- [Exercise prompt] Among these entries, count the lines containing the word "JSON" and answer with only the number.

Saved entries
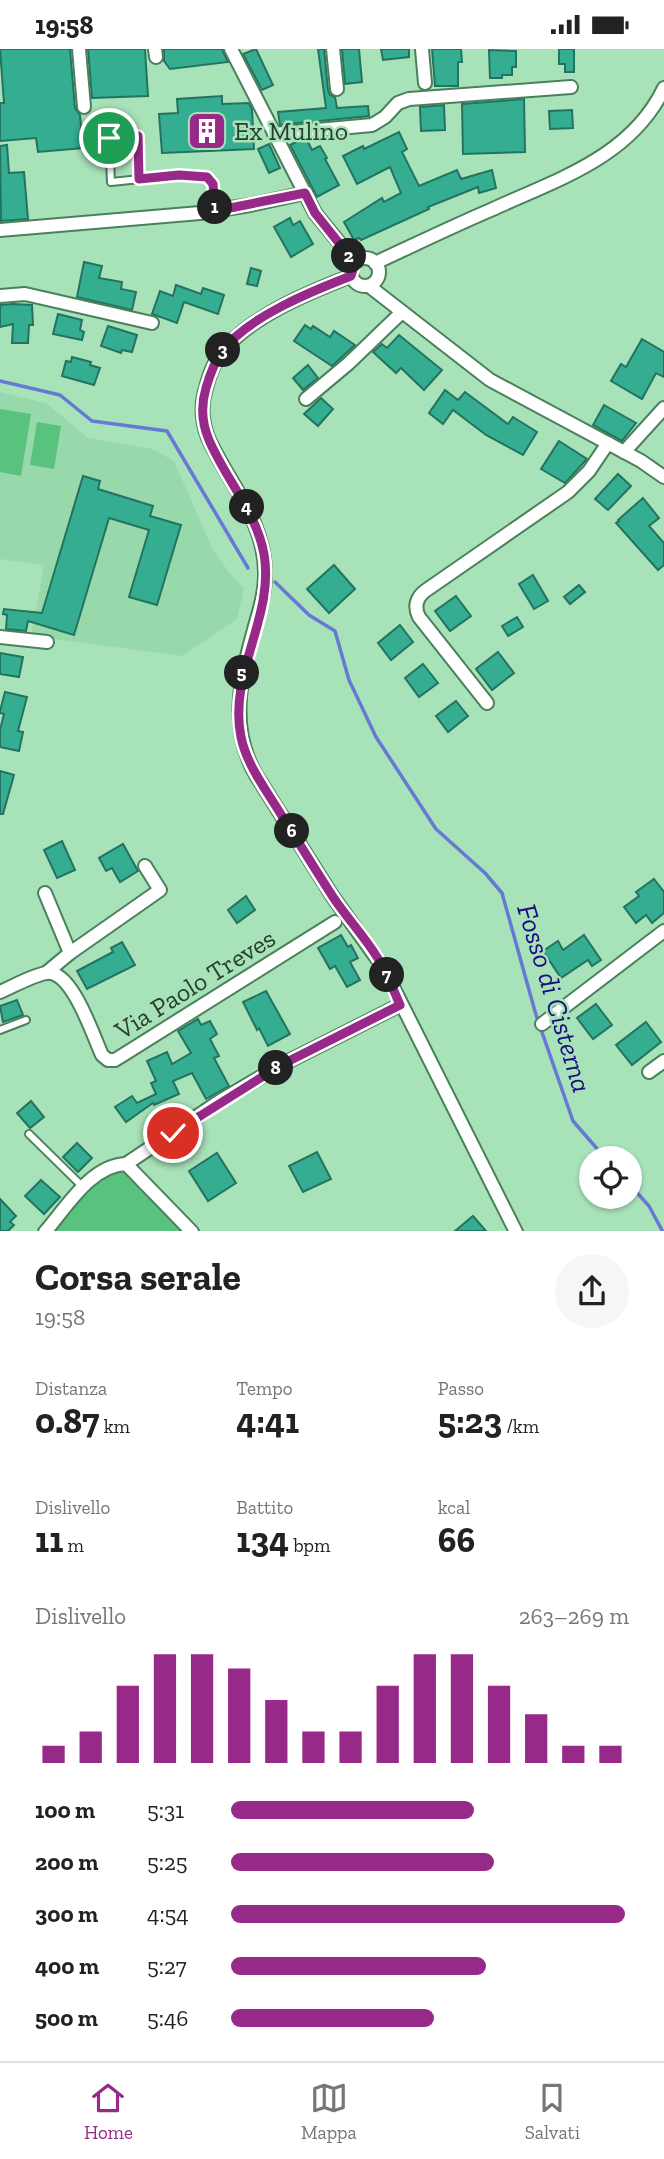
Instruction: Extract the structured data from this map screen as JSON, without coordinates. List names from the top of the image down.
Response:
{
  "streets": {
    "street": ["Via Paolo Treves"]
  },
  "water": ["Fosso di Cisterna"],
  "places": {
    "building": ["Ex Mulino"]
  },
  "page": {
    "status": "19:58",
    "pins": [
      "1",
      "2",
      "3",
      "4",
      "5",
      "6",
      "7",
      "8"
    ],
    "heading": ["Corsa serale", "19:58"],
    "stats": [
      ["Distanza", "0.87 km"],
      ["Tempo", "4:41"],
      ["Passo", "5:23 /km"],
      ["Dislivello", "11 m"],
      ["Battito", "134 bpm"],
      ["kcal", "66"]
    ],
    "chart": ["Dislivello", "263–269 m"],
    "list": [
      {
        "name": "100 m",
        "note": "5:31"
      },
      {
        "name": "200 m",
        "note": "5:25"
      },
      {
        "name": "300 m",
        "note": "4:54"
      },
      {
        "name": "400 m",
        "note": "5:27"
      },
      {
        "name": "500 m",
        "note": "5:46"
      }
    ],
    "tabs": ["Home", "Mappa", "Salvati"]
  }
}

==

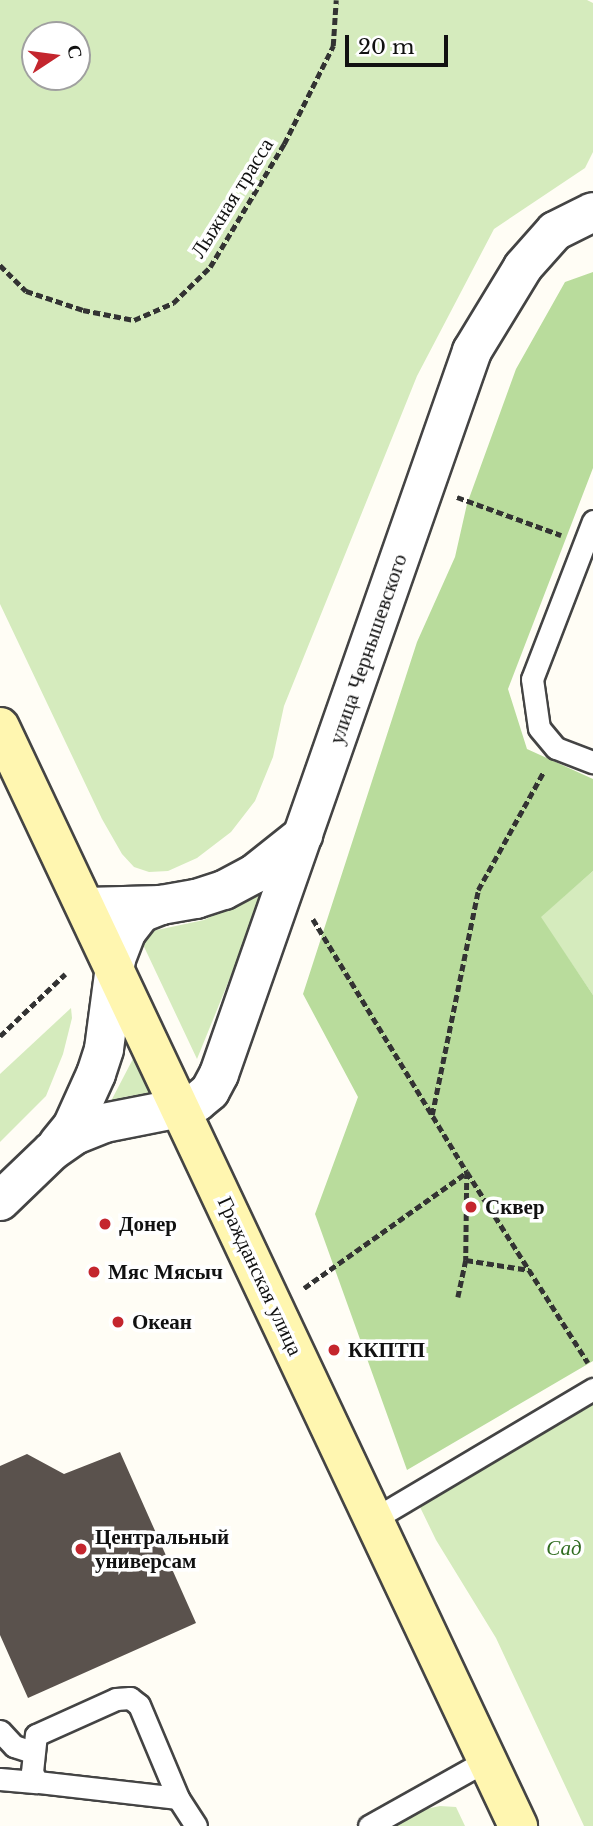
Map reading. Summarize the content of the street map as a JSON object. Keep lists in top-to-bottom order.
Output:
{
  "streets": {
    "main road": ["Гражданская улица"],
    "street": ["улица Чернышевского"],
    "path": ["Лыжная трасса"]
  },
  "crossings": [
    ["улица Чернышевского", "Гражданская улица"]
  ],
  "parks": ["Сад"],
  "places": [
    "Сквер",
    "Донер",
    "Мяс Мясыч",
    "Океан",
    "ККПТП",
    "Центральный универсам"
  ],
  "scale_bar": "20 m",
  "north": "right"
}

- [Solution to this task] 2